Thinking about it we could just as well define EOF to mean "quit now", and make Squid delay the EOF signal until it has seen responses to all pending requests. Both approaches have their pros and cons, but the delayed EOF should make life considerably easier in the helper implementations which is a real good thing. For Squid it is trivial.

Opinions?

If not I'll redefine the protocol to have EOF to the helper mean "shut down immediately" to simplify the helper implementations and provide quicker shutdown causing pending helper requests to be aborted on shutdown.

Or in other words, if a helper sees EOF it should exit unconditionally.

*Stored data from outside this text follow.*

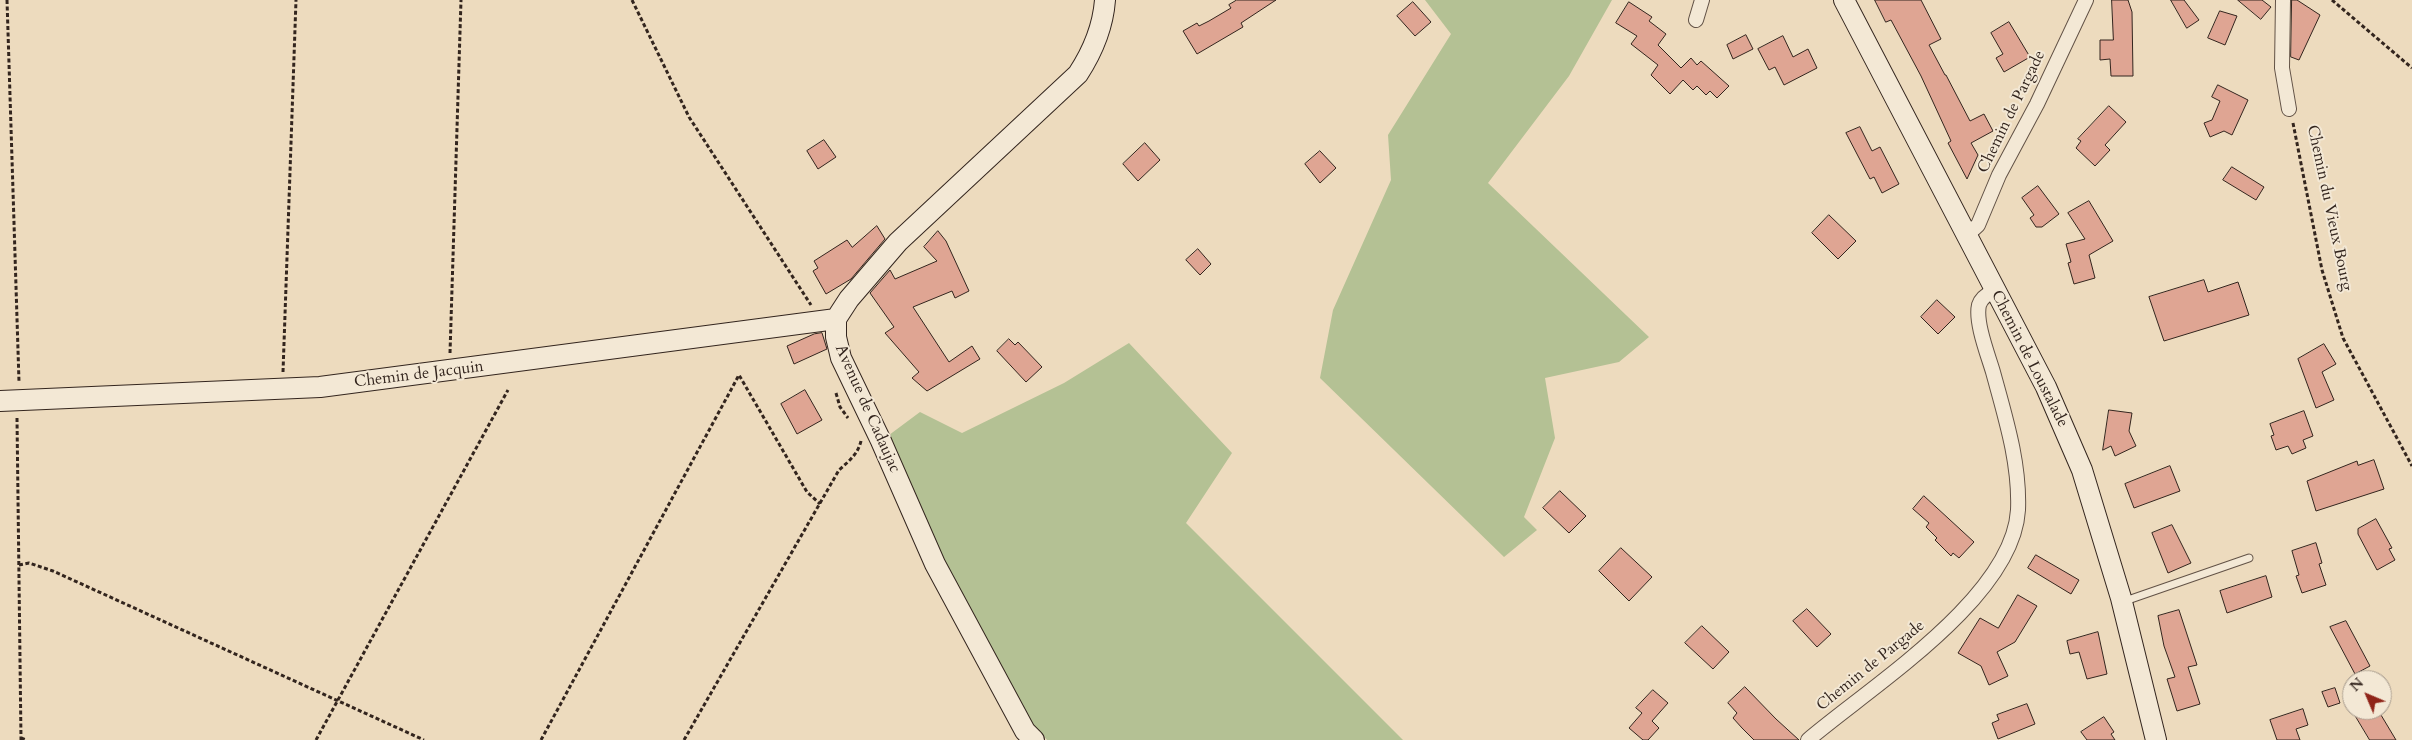 <!DOCTYPE html>
<style>
body{margin:0}
#map{position:relative;width:2412px;height:740px;overflow:hidden;background:#eddbbe;font-family:Cardo,serif}
canvas{display:block}
.north{position:absolute;left:2342px;top:670px;width:50px;height:50px;box-sizing:border-box;background:#f3e8d5;border:1px solid #a69a8c;border-radius:50%;rotate:315deg;font-size:14px;font-weight:700;line-height:20px;text-align:center;color:#33251e}
.north::after{content:'';display:block;margin:auto;width:18px;height:22px;background:#8f2418;clip-path:polygon(50% 0,100% 100%,50% 72%,0 100%)}
</style>
<div id="map">
<canvas width="2412" height="740"></canvas>
<div class="north">N</div>
</div>
<script>
const g = document.querySelector('canvas').getContext('2d');
g.lineJoin = 'round';
function paint(path, color) { g.fillStyle = color; g.fill(path, 'evenodd'); }
function trace(path, color, width, dash) { g.strokeStyle = color; g.lineWidth = width; g.lineCap = dash ? 'butt' : 'round'; g.setLineDash(dash || []); g.stroke(path); }
function write(font, color, halo, rows, align = 'center') {
  g.font = font + ' Cardo,serif'; g.lineWidth = 4; g.setLineDash([]); g.textBaseline = 'middle'; g.strokeStyle = halo; g.fillStyle = color; for (const [text, x, y, turn = 0] of rows) {
    g.save(); g.translate(x, y); g.rotate((+turn || 0) * Math.PI / 180); g.textAlign = isNaN(turn) ? turn : align; if (halo) g.strokeText(text, 0, 0); g.fillText(text, 0, 0); g.restore();
  }
}
const green = new Path2D(`
 M1425,0H1612L1569,76L1488,183L1649,337L1619,362L1545,378L1555,438L1524,517L1537,530L1504,557L1320,378L1333,310L1391,180L1388,135L1451,34Z
 M1129,343L1232,453L1186,523L1403,740H1047L1017,706L881,441L920,412L962,433L1064,383Z`);
const building = new Path2D(`
 M1237,0H1276L1241,23L1243,27L1197,54L1183,31L1197,23L1199,26L1209,21L1231,8L1229,5Z
 M1875,0H1921L1941,39L1929,45L1945,75H1946L1970,121L1984,114L1993,131L1971,143L1978,155L1967,179L1948,143L1951,141L1921,76L1891,20L1886,22Z
 M2112,0H2128L2132,12L2133,76H2111L2110,59L2100,60V40H2113Z
 M2171,0H2184L2199,20L2187,28Z
 M2238,0H2262L2271,7L2261,19Z
 M2292,0H2297L2320,15L2299,60L2291,57Z
 M1413,2L1431,22L1415,36L1397,16Z
 M1629,2L1652,17L1649,21L1666,34L1658,45L1681,68L1691,58L1697,65L1701,61L1729,86L1717,98L1710,91L1706,95L1697,86L1693,90L1683,80L1670,94L1651,75L1658,65L1631,44L1637,36L1616,23Z
 M2220,11L2237,16L2225,45L2208,38Z
 M2009,22L2030,57L2004,72L1996,58L2003,54L1991,33Z
 M1746,35L1753,49L1733,59L1727,45Z
 M1783,36L1793,57L1808,49L1817,68L1784,85L1775,67L1769,70L1758,49Z
 M2218,85L2248,100L2232,135L2224,131L2210,137L2204,123L2212,120L2220,101L2212,97Z
 M2109,106L2126,122L2105,145L2110,150L2095,166L2076,148L2081,141L2078,139Z
 M1860,127L1872,151L1880,147L1899,184L1882,193L1874,177L1870,179L1846,133Z
 M824,140L836,157L818,169L807,151Z
 M1145,143L1160,160L1138,181L1123,164Z
 M1320,151L1336,168L1320,183L1305,164Z
 M2232,167L2264,187L2256,200L2223,180Z
 M2038,186L2059,214L2042,227H2036L2030,218L2034,215L2022,198Z
 M2089,201L2113,241L2089,255L2095,278L2074,284L2068,263L2071,262L2066,244L2085,239L2068,213Z
 M1829,215L1856,241L1838,259L1812,233Z
 M877,226L885,239L851,279L826,294L813,271L818,268L814,261L847,240L852,247Z
 M938,231L946,241L969,291L955,298L952,291L913,307L949,362L972,346L980,359L927,391L912,378L919,372L885,333L894,327L870,293L890,270L895,279L937,261L924,247Z
 M1198,249L1211,264L1200,275L1186,260Z
 M2204,280L2208,292L2238,282L2249,315L2164,341L2149,297Z
 M1937,300L1955,317L1938,334L1921,317Z
 M822,333L827,349L794,364L787,346L814,334Z
 M1009,339L1015,345L1018,342L1042,367L1026,382L997,351Z
 M2324,344L2336,364L2322,372L2334,400L2316,408L2298,359Z
 M805,390L822,420L797,434L781,404Z
 M2109,410L2132,413L2129,431L2136,446L2115,456L2111,446L2103,450Z
 M2304,411L2313,436L2303,440L2306,448L2292,454L2288,446L2276,450L2271,436L2274,435L2270,424Z
 M2374,460L2384,489L2316,511L2307,481L2357,461L2358,465Z
 M2170,466L2180,491L2134,508L2125,484Z
 M1560,491L1586,516L1569,533L1543,508Z
 M1924,496L1974,542L1959,558L1953,553L1951,556L1935,540L1937,538L1926,527L1929,523L1913,509Z
 M2376,519L2392,548L2389,549L2395,560L2377,570L2358,534V529Z
 M2172,525L2191,563L2168,573L2152,533Z
 M2316,543L2322,563L2319,564L2326,585L2302,593L2296,576L2299,575L2292,551Z
 M1621,548L1652,577L1629,601L1599,571Z
 M2036,555L2079,580L2071,594L2028,568Z
 M2266,576L2272,597L2227,613L2220,591Z
 M2018,595L2037,606L2015,642L1997,652L2008,676L1989,685L1981,666L1958,653L1980,618L1998,628Z
 M1807,609L1831,634L1817,647L1793,621Z
 M2179,610L2197,665L2188,667L2200,704L2177,711L2167,679L2175,677L2164,646L2158,616Z
 M2346,621L2370,666L2355,674L2330,627Z
 M1702,626L1729,652L1713,669L1685,643Z
 M2098,632L2107,674L2087,679L2079,652L2070,654L2067,641Z
 M1745,687L1776,719L1799,740H1754L1742,728L1733,718L1737,713L1728,703Z
 M2335,688L2340,703L2328,707L2322,692Z
 M1653,690L1668,703L1652,721L1659,728L1648,740H1643L1629,728L1642,713L1636,708Z
 M2027,704L2035,724L1998,739L1992,723L1999,720L1997,715Z
 M2303,709L2308,725L2296,729L2300,740H2277L2270,720Z
 M2352,710H2378L2396,740H2370Z
 M2104,717L2114,732L2111,734L2115,740H2087L2081,732Z`);
const path = new Path2D(`
 M7,0L19,382
 M632,0L689,117L811,305
 M2332,0L2412,68
 M2293,123L2322,270L2343,338L2412,466
 M450,353L461,0
 M283,372L296,0
 M836,393L840,407L848,418
 M17,418L21,740
 M19,565L29,563L53,571L424,740
 M21,738L26,740
 M316,740L508,390
 M541,740L739,375L807,492L820,504
 M684,740L839,470C849,461 858,454 861,441`);
const lane = new Path2D(`
 M2125,601L2249,558`);
const street = new Path2D(`
 M2283,0L2282,68L2289,109
 M1696,20L1702,0
 M1966,236L1978,225L1999,175L2037,104L2086,0
 M1808,740C1870,687 2013,598 2018,510C2020,463 2005,416 1993,372C1988,355 1975,322 1979,305C1981,298 1989,293 1995,290`);
const secondary = new Path2D(`
 M1844,0L2046,387L2082,470L2121,598L2156,740
 M0,401L320,387L836,319
 M1034,740L1025,731L935,564L881,441L841,358L836,337V319L849,299L898,242L1078,74C1093,51 1103,27 1105,0`);
const streetNames = [
 ["Chemin de Pargade",2012,112,-64],
 ["Chemin du Vieux Bourg",2329,208,78],
 ["Chemin de Loustalade",2029,359,63],
 ["Chemin de Jacquin",419,375,-7],
 ["Avenue de Cadaujac",867,409,66],
 ["Chemin de Pargade",1871,666,-39]
];
paint(green, '#b4c194');
paint(building, '#dfa593');
trace(building, '#33251e', 1);
trace(lane, '#625246', 9);
trace(street, '#625246', 16);
trace(secondary, '#33251e', 22);
trace(path, '#33251e', 3, [4, 2.5]);
trace(lane, '#f3e8d5', 7);
trace(street, '#f3e8d5', 14);
trace(secondary, '#f3e8d5', 20);
write('16px', '#33251e', '#f3e8d5', streetNames);
</script>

a) For stateful helpers it allows the same helper instance to maintain a
large number of sessions. In case of NTLM it allows the same helper to
have multiple pending challenges.

Simply avoiding all those processes will make this a big saving.

Indeed, and was the primary reason why we got to thinking about a protocol like this in the first place.


b) In all helpers it allows batching of several operations, reducing the
amount of context switching required.

So squid could well ask for 4 challenges, one after the other?

Yes. Or 2 challenges and 2 authentication request, or any combination.

In reality Squid sends the requests immediately to the helper connection, but the context switch may happen later and at that point Squid may already have sent additional requests to the same helper, each with a different identifier. So when the helper finally reads it's input there can be any number of requests available. And similarily in the return to Squid, if the helper answers the pending requests quicker than Squid can read the responses multiple responses become available in one read call to Squid.

In most helpers reading one request at a time using fgets then this is hidden by the libc, but advanced (or in some cases stupid) helpers reading their requests by other methods need to be careful to do it correctly or they may risk corrupting the request stream.